> [PROBLEM DESCRIPTION]:
From the entries underneath, give the number of lines holding the word "setLineDash", without any other words.

** AVAILABLE DATA follows **

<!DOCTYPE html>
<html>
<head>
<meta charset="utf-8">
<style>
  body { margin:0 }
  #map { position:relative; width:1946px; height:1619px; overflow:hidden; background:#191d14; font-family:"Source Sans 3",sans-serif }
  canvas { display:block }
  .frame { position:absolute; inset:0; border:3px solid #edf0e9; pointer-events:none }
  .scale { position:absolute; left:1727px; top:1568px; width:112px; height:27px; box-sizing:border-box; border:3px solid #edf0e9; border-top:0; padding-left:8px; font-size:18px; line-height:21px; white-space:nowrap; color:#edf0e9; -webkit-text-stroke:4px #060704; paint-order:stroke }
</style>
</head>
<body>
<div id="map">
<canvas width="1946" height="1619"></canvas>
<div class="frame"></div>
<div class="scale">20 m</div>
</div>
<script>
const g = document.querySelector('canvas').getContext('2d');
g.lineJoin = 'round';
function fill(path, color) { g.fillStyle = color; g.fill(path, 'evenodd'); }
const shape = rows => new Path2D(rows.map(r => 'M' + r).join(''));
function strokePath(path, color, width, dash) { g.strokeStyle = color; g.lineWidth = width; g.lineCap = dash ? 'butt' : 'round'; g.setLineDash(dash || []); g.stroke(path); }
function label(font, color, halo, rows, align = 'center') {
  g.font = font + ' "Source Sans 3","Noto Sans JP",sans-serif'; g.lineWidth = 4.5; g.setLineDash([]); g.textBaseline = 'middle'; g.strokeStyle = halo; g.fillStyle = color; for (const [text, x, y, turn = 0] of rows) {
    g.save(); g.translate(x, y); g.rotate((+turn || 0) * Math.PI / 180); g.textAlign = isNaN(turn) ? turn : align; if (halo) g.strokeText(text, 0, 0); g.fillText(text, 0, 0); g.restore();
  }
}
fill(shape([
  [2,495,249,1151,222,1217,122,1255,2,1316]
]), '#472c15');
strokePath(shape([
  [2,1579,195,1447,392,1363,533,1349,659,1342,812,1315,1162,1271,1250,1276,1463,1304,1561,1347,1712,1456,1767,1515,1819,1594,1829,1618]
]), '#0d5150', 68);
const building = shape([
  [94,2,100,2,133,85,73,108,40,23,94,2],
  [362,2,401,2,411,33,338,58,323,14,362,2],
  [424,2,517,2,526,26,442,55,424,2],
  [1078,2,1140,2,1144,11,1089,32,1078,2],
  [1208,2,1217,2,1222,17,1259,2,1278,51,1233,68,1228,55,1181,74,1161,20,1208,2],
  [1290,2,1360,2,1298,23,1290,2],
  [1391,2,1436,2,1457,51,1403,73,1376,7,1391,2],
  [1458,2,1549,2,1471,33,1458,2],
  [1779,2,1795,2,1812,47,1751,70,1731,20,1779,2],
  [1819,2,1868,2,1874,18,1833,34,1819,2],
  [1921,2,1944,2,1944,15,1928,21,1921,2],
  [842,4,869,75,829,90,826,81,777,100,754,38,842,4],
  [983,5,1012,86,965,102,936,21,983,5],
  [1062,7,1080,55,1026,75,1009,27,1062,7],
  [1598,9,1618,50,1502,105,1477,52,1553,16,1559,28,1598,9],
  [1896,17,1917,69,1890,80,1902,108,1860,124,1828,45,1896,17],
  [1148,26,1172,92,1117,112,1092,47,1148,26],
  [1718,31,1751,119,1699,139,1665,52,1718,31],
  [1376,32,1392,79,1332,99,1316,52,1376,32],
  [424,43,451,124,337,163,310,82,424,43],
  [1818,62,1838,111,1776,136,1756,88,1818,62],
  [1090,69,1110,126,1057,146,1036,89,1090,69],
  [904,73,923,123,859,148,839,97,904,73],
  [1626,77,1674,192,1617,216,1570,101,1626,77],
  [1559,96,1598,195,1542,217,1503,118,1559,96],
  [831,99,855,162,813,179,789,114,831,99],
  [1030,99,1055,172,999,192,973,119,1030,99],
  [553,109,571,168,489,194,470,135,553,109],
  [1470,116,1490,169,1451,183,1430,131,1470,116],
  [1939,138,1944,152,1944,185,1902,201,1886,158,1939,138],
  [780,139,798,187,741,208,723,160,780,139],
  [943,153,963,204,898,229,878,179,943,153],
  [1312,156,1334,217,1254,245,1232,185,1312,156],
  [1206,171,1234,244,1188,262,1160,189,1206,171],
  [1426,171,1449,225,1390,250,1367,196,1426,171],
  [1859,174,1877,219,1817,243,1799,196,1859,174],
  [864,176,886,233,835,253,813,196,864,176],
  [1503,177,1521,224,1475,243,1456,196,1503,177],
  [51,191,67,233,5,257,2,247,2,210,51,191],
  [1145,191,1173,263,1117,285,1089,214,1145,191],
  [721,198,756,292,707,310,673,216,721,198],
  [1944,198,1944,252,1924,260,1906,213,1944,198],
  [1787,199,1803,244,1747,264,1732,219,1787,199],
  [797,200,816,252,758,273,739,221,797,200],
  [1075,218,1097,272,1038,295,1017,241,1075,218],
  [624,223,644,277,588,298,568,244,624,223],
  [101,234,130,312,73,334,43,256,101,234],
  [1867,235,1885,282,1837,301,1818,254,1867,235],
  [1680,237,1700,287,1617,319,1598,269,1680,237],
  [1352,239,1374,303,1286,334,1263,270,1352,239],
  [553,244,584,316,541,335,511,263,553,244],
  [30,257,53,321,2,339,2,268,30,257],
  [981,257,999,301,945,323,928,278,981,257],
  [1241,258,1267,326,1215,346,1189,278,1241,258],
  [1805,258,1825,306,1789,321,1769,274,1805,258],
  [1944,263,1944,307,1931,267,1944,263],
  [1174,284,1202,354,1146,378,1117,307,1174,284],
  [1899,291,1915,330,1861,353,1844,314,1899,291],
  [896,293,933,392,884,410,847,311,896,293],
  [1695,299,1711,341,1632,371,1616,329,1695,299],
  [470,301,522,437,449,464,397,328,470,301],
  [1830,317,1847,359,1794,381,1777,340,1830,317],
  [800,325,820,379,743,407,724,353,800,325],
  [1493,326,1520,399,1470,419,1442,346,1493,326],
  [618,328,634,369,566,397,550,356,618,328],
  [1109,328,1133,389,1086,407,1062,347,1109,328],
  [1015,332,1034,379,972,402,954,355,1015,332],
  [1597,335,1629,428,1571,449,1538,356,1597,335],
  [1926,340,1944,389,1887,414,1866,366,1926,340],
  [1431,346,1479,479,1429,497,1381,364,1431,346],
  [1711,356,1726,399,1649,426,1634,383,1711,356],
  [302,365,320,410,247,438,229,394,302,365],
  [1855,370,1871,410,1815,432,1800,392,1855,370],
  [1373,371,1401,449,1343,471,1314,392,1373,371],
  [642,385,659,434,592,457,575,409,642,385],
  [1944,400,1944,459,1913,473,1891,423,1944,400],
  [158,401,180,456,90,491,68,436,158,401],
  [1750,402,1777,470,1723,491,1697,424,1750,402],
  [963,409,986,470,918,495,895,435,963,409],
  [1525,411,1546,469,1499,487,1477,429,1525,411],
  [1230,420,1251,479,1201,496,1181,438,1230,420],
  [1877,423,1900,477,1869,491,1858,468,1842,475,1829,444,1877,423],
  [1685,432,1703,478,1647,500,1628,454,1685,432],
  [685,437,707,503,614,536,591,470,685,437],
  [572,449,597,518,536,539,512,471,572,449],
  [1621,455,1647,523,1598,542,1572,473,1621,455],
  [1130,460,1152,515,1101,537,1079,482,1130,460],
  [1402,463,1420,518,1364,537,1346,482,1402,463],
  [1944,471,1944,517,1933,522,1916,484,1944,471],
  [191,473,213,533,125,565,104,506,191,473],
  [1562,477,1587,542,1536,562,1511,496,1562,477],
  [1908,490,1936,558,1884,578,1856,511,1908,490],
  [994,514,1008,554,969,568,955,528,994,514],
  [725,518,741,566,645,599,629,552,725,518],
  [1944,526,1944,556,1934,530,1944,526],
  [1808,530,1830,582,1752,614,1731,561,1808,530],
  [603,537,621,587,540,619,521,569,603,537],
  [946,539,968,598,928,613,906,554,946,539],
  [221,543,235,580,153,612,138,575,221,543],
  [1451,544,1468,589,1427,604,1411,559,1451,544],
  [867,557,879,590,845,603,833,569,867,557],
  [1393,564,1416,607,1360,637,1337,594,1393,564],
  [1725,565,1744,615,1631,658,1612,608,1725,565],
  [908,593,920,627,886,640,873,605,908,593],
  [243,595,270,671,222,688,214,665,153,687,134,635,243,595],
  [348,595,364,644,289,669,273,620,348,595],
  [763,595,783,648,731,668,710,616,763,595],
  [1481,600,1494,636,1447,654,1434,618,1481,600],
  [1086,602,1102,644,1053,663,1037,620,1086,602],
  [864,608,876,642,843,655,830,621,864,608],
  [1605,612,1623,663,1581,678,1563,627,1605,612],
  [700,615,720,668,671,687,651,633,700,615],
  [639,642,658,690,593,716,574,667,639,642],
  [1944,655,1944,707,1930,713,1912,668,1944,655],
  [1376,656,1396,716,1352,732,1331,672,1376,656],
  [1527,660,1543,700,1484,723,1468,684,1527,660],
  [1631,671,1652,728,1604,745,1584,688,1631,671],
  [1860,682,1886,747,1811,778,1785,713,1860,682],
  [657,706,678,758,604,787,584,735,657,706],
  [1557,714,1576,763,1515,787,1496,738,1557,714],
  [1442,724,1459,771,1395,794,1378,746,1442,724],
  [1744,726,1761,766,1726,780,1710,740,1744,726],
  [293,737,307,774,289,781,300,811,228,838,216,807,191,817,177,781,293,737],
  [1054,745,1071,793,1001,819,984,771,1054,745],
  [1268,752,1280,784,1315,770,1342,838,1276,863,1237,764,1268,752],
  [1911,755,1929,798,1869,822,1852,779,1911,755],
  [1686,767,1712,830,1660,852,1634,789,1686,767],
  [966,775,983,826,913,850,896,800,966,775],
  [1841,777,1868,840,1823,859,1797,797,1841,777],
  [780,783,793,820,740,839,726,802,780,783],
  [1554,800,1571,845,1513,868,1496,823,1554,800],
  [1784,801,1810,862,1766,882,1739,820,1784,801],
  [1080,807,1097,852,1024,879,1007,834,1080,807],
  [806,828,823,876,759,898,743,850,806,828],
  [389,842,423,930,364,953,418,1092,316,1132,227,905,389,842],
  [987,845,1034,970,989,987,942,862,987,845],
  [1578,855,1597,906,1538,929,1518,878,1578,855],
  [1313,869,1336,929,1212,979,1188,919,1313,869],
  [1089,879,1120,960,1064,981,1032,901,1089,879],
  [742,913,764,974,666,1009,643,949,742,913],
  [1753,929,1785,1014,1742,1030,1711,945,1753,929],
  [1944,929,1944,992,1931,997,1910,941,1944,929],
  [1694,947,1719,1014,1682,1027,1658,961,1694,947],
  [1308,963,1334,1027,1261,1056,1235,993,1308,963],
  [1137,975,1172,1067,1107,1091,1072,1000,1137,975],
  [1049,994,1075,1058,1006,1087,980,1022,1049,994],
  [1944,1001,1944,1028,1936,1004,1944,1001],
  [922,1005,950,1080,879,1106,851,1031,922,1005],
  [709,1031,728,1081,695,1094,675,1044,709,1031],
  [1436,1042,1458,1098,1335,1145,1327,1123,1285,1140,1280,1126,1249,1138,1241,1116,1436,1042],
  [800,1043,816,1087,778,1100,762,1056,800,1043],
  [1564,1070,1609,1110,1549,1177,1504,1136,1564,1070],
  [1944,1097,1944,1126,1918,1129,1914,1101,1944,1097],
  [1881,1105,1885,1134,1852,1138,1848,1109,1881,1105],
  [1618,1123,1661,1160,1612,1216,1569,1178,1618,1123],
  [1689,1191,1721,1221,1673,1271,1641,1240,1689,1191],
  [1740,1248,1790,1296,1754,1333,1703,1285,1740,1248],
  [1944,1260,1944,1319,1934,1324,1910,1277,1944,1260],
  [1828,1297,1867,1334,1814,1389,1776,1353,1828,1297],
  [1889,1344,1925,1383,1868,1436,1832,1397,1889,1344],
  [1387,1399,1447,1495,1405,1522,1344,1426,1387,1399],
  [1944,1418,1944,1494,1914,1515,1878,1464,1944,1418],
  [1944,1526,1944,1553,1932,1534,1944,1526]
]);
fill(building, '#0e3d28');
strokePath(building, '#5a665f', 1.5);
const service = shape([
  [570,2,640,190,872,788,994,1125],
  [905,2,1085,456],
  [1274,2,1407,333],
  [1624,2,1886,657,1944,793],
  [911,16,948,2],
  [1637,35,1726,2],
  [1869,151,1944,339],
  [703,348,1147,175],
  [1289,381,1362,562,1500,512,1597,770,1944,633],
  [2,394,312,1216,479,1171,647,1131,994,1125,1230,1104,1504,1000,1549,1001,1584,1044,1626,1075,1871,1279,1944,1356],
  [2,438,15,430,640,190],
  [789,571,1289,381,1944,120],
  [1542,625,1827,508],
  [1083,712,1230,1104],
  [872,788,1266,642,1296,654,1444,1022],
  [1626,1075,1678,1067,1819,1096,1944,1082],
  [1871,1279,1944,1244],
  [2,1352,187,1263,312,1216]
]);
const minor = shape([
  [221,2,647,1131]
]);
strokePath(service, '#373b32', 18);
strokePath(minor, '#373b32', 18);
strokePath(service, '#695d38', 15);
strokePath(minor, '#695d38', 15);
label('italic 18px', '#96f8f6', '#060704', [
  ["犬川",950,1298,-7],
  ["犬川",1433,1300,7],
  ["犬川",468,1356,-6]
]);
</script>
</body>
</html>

** End of AVAILABLE DATA **

> [RESULT OF THIS TASK]:
2